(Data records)

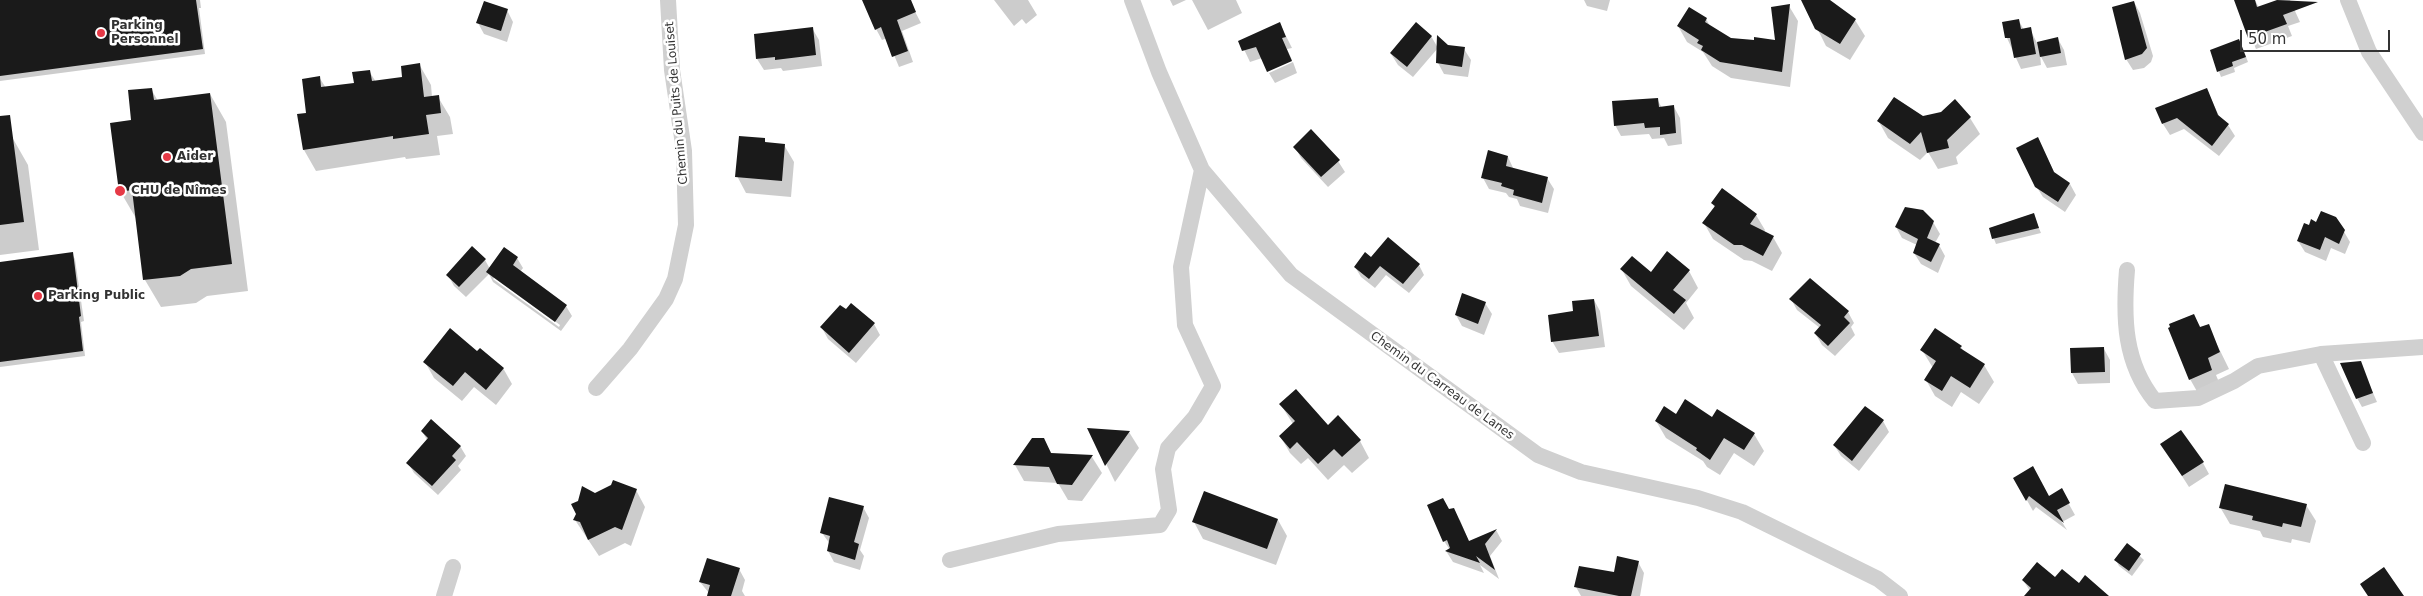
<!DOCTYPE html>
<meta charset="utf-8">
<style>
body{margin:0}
#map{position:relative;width:2423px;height:596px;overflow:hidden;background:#fff;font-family:"DejaVu Sans",sans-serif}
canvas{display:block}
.scale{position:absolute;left:2240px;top:30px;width:150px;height:22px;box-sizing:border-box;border:2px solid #333;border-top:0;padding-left:6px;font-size:15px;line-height:18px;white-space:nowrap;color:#333;-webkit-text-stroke:4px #fff;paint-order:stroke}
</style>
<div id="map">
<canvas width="2423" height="596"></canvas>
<div class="scale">50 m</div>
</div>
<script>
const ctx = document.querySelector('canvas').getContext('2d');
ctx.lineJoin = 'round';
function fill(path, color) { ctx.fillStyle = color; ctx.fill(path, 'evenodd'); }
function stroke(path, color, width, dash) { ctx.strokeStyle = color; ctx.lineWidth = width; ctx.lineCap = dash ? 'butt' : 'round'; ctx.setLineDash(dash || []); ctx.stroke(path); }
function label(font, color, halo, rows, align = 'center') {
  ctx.font = font + ' "DejaVu Sans",sans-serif'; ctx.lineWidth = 5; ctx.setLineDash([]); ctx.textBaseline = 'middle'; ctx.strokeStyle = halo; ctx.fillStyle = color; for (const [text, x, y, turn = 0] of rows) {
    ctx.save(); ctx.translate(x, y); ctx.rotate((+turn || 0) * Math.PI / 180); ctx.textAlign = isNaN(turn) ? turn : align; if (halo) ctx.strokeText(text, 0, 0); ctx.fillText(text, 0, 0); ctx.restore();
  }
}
const shadow = new Path2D(`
 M 0,0 L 200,0 L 201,8 L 199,8 L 205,54 L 0,81 Z
 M 863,0 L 909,0 L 921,23 L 902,31 L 913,62 L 899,67 L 887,38 L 882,40 L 876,29 Z
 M 994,0 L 1028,0 L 1037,15 L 1026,24 L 1022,19 L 1014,26 Z
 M 1170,0 L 1186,0 L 1173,6 Z
 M 1192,0 L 1236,0 L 1242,13 L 1208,30 Z
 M 1584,0 L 1610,0 L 1607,11 L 1587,6 Z
 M 1803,0 L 1824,0 L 1855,20 L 1865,36 L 1850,60 L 1826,46 Z
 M 2235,0 L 2255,0 L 2259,8 L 2281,0 L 2290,0 L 2300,22 L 2288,26 L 2292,36 L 2256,49 Z
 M 2134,2 L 2140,13 L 2153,56 L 2151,62 L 2144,68 L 2133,70 L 2126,59 Z
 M 1789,6 L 1798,21 L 1790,87 L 1731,78 L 1712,66 L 1703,52 L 1687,42 L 1678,26 L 1706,19 L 1710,26 L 1730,39 L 1776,41 Z
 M 507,10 L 513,22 L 507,42 L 484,34 L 478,23 Z
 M 2019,21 L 2024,30 L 2030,29 L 2037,43 L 2058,39 L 2064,50 L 2067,65 L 2047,68 L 2040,55 L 2041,65 L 2021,69 L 2007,38 Z
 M 1280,24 L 1292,48 L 1287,49 L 1292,60 L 1268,70 L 1262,58 L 1250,62 L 1240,41 Z
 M 812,28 L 819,40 L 822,66 L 783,71 L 781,68 L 764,70 L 757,59 Z
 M 1431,36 L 1438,48 L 1413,77 L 1398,65 L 1391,54 Z
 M 1448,46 L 1464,49 L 1471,60 L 1468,77 L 1444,74 L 1438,63 Z
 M 2242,46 L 2248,62 L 2234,68 L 2235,72 L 2221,77 L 2211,50 Z
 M 1293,62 L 1297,73 L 1275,83 L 1269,73 Z
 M 419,64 L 431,85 L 432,97 L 438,97 L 450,117 L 453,134 L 437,136 L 440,155 L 406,159 L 405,157 L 316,171 L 304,150 L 298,115 L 308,114 L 319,77 L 326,88 L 355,84 L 369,71 L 376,82 L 403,78 Z
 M 151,89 L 158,101 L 210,94 L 226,122 L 248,291 L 207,296 L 196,303 L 161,307 L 145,280 L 137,220 L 120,191 L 133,121 Z
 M 2207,90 L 2220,118 L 2228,125 L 2235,136 L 2219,156 L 2184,129 L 2170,135 L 2163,124 Z
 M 1657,99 L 1662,108 L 1674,107 L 1680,118 L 1682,144 L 1668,146 L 1664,138 L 1652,139 L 1649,134 L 1621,136 L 1615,125 Z
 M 1955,101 L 1970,118 L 1980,134 L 1956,157 L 1958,164 L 1938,169 L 1928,152 L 1920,160 L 1888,138 L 1879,122 L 1942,114 Z
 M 12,137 L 28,165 L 39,250 L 0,255 L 0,138 Z
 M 764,139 L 766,143 L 784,145 L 794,162 L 791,197 L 746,193 L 737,176 Z
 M 1295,147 L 1338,161 L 1345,172 L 1328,187 L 1301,158 Z
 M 2043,149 L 2055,174 L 2070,184 L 2076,195 L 2065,212 L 2043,197 L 2036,186 Z
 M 1508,157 L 1514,170 L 1547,178 L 1554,189 L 1548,213 L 1520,206 L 1517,199 L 1509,197 L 1506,193 L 1489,189 L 1483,178 Z
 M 1712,203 L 1756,215 L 1765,230 L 1764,232 L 1773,237 L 1782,253 L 1772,271 L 1752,261 L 1744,260 L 1713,239 L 1704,223 L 1715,208 Z
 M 2033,214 L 2041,233 L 1996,244 L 1990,229 Z
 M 1933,222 L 1940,234 L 1935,243 L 1939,245 L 1945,256 L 1938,273 L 1921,264 L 1914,253 L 1917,245 L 1902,238 L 1896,227 Z
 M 2309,227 L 2343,230 L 2350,242 L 2345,254 L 2331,248 L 2326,261 L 2305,252 L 2298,241 Z
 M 72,254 L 75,259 L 84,321 L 81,322 L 85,356 L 0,367 L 0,263 Z
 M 517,258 L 523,268 L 520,272 L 566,306 L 572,316 L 561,331 L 493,282 L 489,274 L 466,297 L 454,286 L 448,275 L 485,260 L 490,269 ZM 495,277 L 560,325 L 559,327 L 493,279 Z
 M 1371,259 L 1419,265 L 1424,275 L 1409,293 L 1386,275 L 1375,288 L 1361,277 L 1355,267 Z
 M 1622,270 L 1651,273 L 1689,271 L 1698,288 L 1686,303 L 1694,318 L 1684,330 L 1631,286 Z
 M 1791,299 L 1848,312 L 1854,323 L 1851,327 L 1855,335 L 1835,356 L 1822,345 L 1815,333 L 1820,328 L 1797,310 Z
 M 1594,300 L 1600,311 L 1605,347 L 1559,353 L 1552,341 L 1574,312 Z
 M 1485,303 L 1492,314 L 1484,335 L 1462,326 L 1456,315 Z
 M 2193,315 L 2201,328 L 2208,326 L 2229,369 L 2216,375 L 2221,387 L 2199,395 L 2190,379 Z
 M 874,324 L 880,335 L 856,363 L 828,339 L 822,328 Z
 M 1961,347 L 1964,352 L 1984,365 L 1994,382 L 1979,404 L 1961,392 L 1952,407 L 1935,396 L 1926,380 L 1933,368 L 1922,350 Z
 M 2071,349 L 2104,349 L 2110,360 L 2110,383 L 2078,384 L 2072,373 Z
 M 478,353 L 503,368 L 512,384 L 496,405 L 474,387 L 462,401 L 434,378 L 425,362 Z
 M 2360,363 L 2377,402 L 2362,407 L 2357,398 Z
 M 1281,405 L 1360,441 L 1369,458 L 1352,473 L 1344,465 L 1328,480 L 1308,458 L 1301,464 L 1290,453 L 1280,436 L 1293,424 Z
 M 1676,416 L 1713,419 L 1754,434 L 1764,451 L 1754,466 L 1734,453 L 1720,475 L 1707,467 L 1703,461 L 1666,438 L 1656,421 Z
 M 1883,421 L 1889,432 L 1859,471 L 1841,456 L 1834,445 Z
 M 1089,429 L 1129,432 L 1139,448 L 1115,482 Z
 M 422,431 L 460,446 L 466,456 L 458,466 L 461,470 L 438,495 L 414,473 L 408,463 L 427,440 Z
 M 1043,439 L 1052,454 L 1092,457 L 1102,473 L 1082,501 L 1068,500 L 1058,483 L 1024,481 L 1015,465 Z
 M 2162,445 L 2203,463 L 2209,474 L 2189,487 Z
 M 2015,479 L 2049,497 L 2061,490 L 2075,515 L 2062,522 L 2067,530 L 2036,507 L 2033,511 Z
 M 2225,486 L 2306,505 L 2316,521 L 2310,543 L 2292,539 L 2291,543 L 2263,537 L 2260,531 L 2230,524 L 2220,507 Z
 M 636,490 L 645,507 L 631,546 L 625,543 L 599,556 L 575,520 L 595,494 Z
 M 863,507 L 869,518 L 860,550 L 864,556 L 860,570 L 834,562 L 828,551 L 830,544 L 822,533 Z
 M 1449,510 L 1460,520 L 1469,542 L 1496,530 L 1502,541 L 1490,556 L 1499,579 L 1480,565 L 1484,573 L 1453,562 L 1446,551 L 1450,550 L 1444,541 Z
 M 1278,520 L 1287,536 L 1276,565 L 1203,539 L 1194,522 Z
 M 2128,545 L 2144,560 L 2132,576 L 2119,566 L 2116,560 Z
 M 1638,562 L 1644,573 L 1640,596 L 1581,596 L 1576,587 L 1615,574 Z
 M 739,569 L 745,580 L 742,591 L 745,596 L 708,596 L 709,593 L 700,582 Z
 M 2055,579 L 2079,584 L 2105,596 L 2025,596 L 2030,591 L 2023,580 Z`);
const building = new Path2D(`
 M 0,0 L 196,0 L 203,49 L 0,76 Z
 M 862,0 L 911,0 L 916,12 L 897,20 L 908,51 L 892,57 L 881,27 L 875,30 Z
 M 1801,0 L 1830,0 L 1856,19 L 1840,44 L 1815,29 Z
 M 2234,0 L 2255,0 L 2257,7 L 2277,0 L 2318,2 L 2283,15 L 2287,24 L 2248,38 Z
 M 484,1 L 508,9 L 501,31 L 476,23 Z
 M 2134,1 L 2147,48 L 2142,54 L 2125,60 L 2112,7 Z
 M 1790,4 L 1782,72 L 1720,62 L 1701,50 L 1703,46 L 1697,43 L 1699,40 L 1677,26 L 1689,7 L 1707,18 L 1705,22 L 1731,38 L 1754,40 L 1754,37 L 1775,40 L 1771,7 Z
 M 2019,19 L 2021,29 L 2031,27 L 2036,54 L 2014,58 L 2010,38 L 2005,38 L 2002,22 Z
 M 1280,22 L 1286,37 L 1282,38 L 1292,61 L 1267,72 L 1256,47 L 1242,51 L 1238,41 Z
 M 1416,22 L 1432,36 L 1407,67 L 1390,53 Z
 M 813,27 L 816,55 L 775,60 L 775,57 L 756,59 L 754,34 Z
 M 1437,35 L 1448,45 L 1465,47 L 1462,67 L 1436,63 Z
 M 2058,37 L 2061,53 L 2040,57 L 2037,42 Z
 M 2239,39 L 2246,57 L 2232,62 L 2233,66 L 2217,72 L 2210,50 Z
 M 420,63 L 424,97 L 439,95 L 441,113 L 426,115 L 429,134 L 393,139 L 393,136 L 303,150 L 297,114 L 306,113 L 302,79 L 320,76 L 321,87 L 354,83 L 352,72 L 370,70 L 372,81 L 402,77 L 401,66 Z
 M 152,88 L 154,100 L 210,93 L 232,264 L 191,269 L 180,276 L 143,280 L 132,190 L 119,192 L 110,123 L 131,120 L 128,90 Z
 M 2207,88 L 2218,115 L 2229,124 L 2212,146 L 2177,118 L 2162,124 L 2155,108 Z
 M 1894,97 L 1923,116 L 1941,112 L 1955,99 L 1971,117 L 1947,140 L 1949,148 L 1927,153 L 1921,132 L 1910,144 L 1877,121 Z
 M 1658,98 L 1659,107 L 1674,105 L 1676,133 L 1660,135 L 1660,127 L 1645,128 L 1644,123 L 1614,126 L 1612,101 Z
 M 10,115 L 24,222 L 0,225 L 0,116 Z
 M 1311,129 L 1340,160 L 1321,177 L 1293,147 Z
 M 739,136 L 765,138 L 765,142 L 785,144 L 782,181 L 735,177 Z
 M 2038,137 L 2054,172 L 2070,183 L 2058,202 L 2035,187 L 2016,148 Z
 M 1488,150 L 1508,156 L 1506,166 L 1548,177 L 1542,203 L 1513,195 L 1514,190 L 1501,186 L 1502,183 L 1481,178 Z
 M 1722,188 L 1757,214 L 1750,224 L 1774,236 L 1763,256 L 1742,245 L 1734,245 L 1702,223 L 1715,206 L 1711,203 Z
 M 1905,207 L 1923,210 L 1934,221 L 1927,238 L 1940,244 L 1931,262 L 1913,253 L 1918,239 L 1895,227 Z
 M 2321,211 L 2336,217 L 2345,230 L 2339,244 L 2325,237 L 2320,250 L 2297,241 L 2304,223 L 2309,225 L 2311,219 L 2316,222 Z
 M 2034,213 L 2039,228 L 1992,239 L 1989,228 Z
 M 1388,237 L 1420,264 L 1403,284 L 1380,266 L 1369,279 L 1354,267 L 1365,252 L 1371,257 Z
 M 472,246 L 486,259 L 459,287 L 446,275 Z
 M 504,247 L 518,257 L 513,265 L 567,305 L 555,322 L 486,272 Z
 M 1667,251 L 1690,270 L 1673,290 L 1686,300 L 1674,314 L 1620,269 L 1632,256 L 1651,272 Z
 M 73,252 L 81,316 L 79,317 L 83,351 L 0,362 L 0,262 Z
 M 1810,278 L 1849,311 L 1844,317 L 1850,323 L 1828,346 L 1814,333 L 1821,325 L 1789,299 Z
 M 1462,293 L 1486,302 L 1478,324 L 1455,315 Z
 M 1594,299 L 1599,336 L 1551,342 L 1548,315 L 1573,311 L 1572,301 Z
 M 851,303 L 875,323 L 849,353 L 820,327 L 840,305 L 846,309 Z
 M 2194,314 L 2200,327 L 2209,324 L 2220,352 L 2208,358 L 2212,370 L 2189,380 L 2168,328 L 2170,327 L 2169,324 Z
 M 450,328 L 477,351 L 480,348 L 504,368 L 486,390 L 465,372 L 453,386 L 423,362 Z
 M 1935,328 L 1962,346 L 1960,348 L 1985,364 L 1970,388 L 1951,376 L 1942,391 L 1924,380 L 1936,361 L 1920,350 Z
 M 2104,347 L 2105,372 L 2071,373 L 2070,348 Z
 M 2361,361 L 2373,393 L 2356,399 L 2340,363 Z
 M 1296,389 L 1328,425 L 1338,415 L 1361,440 L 1342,457 L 1334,449 L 1318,464 L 1297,442 L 1290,449 L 1279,436 L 1295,421 L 1279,404 Z
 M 1685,399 L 1712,417 L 1717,409 L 1755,433 L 1744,450 L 1724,438 L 1710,460 L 1696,450 L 1697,448 L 1655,421 L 1664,406 L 1676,414 Z
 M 1865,406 L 1884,420 L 1852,461 L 1833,445 Z
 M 431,419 L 461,446 L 452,456 L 456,460 L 432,486 L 406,463 L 428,438 L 421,431 Z
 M 1087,428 L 1130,431 L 1105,466 Z
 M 2181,430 L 2204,462 L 2182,476 L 2160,444 Z
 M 1032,438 L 1044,438 L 1051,453 L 1093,455 L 1072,485 L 1057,484 L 1049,467 L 1013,465 Z
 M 2033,466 L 2049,496 L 2062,488 L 2070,503 L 2057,510 L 2064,523 L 2029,496 L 2026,501 L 2013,478 Z
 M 613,480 L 637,489 L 622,530 L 615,527 L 588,540 L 580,522 L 573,520 L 576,514 L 571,504 L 578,501 L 582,486 L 595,493 L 611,485 Z
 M 2225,484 L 2307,504 L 2301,527 L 2283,523 L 2282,527 L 2252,520 L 2253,516 L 2219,508 Z
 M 1204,491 L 1278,519 L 1267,549 L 1192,522 Z
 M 829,497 L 864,506 L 854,542 L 859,544 L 855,560 L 827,551 L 830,536 L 820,533 Z
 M 1443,498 L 1449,509 L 1454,508 L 1469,541 L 1497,529 L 1485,544 L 1495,570 L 1476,556 L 1480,563 L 1445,551 L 1450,548 L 1447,540 L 1443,542 L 1427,505 Z
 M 2127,543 L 2141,554 L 2129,571 L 2114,560 Z
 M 1617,556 L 1639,561 L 1631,596 L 1619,596 L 1574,587 L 1579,566 L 1614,572 Z
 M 707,558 L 740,568 L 731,596 L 707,596 L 710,585 L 699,582 Z
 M 2037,562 L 2055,577 L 2062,569 L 2079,583 L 2085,575 L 2109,596 L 2024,596 L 2031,588 L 2022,580 Z
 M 2384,567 L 2404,596 L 2368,596 L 2360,584 Z`);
const minor = new Path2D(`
 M 1132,0 L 1159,72 L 1202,170 L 1291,275 L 1538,455 L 1581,472 L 1698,498 L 1742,512 L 1878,579 L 1900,596
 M 2348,0 L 2369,52 L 2423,133
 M 2127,270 C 2123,318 2124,363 2155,401 L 2198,398 L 2234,381 L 2258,366 L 2321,354
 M 596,388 L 630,349 L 666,299 L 675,279 L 686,225 L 684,151 L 672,70 L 668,0
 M 2363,443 L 2321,354 L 2423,347
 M 950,560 L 1058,534 L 1160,525 L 1169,510 L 1163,469 L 1168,448 L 1195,417 L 1213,386 L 1185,325 L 1181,267 L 1202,170
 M 444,596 L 453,567`);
const markers = [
 [101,33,5,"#e63946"],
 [167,157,5,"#e63946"],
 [120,191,6,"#e63946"],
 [38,296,5,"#e63946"]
];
const poiNames = [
 ["Parking",111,26],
 ["Personnel",111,40],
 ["Aider",177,157],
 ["CHU de Nîmes",131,191],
 ["Parking Public",48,296]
];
const streetNames = [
 ["Chemin du Puits de Louiset",677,103,-95],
 ["Chemin du Carreau de Lanes",1442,386,36]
];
fill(shadow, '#0003');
fill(building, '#1a1a1a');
stroke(minor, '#d0d0d0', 16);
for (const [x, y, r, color] of markers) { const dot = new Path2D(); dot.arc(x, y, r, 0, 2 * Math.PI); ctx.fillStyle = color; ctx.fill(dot); stroke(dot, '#fff', 2); }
label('bold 12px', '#333', '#fff', poiNames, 'left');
label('12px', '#333', '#fff', streetNames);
</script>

What this task involves:
Look through the lines above and collect those with the word "turn".

Completed exercise:
  ctx.font = font + ' "DejaVu Sans",sans-serif'; ctx.lineWidth = 5; ctx.setLineDash([]); ctx.textBaseline = 'middle'; ctx.strokeStyle = halo; ctx.fillStyle = color; for (const [text, x, y, turn = 0] of rows) {
    ctx.save(); ctx.translate(x, y); ctx.rotate((+turn || 0) * Math.PI / 180); ctx.textAlign = isNaN(turn) ? turn : align; if (halo) ctx.strokeText(text, 0, 0); ctx.fillText(text, 0, 0); ctx.restore();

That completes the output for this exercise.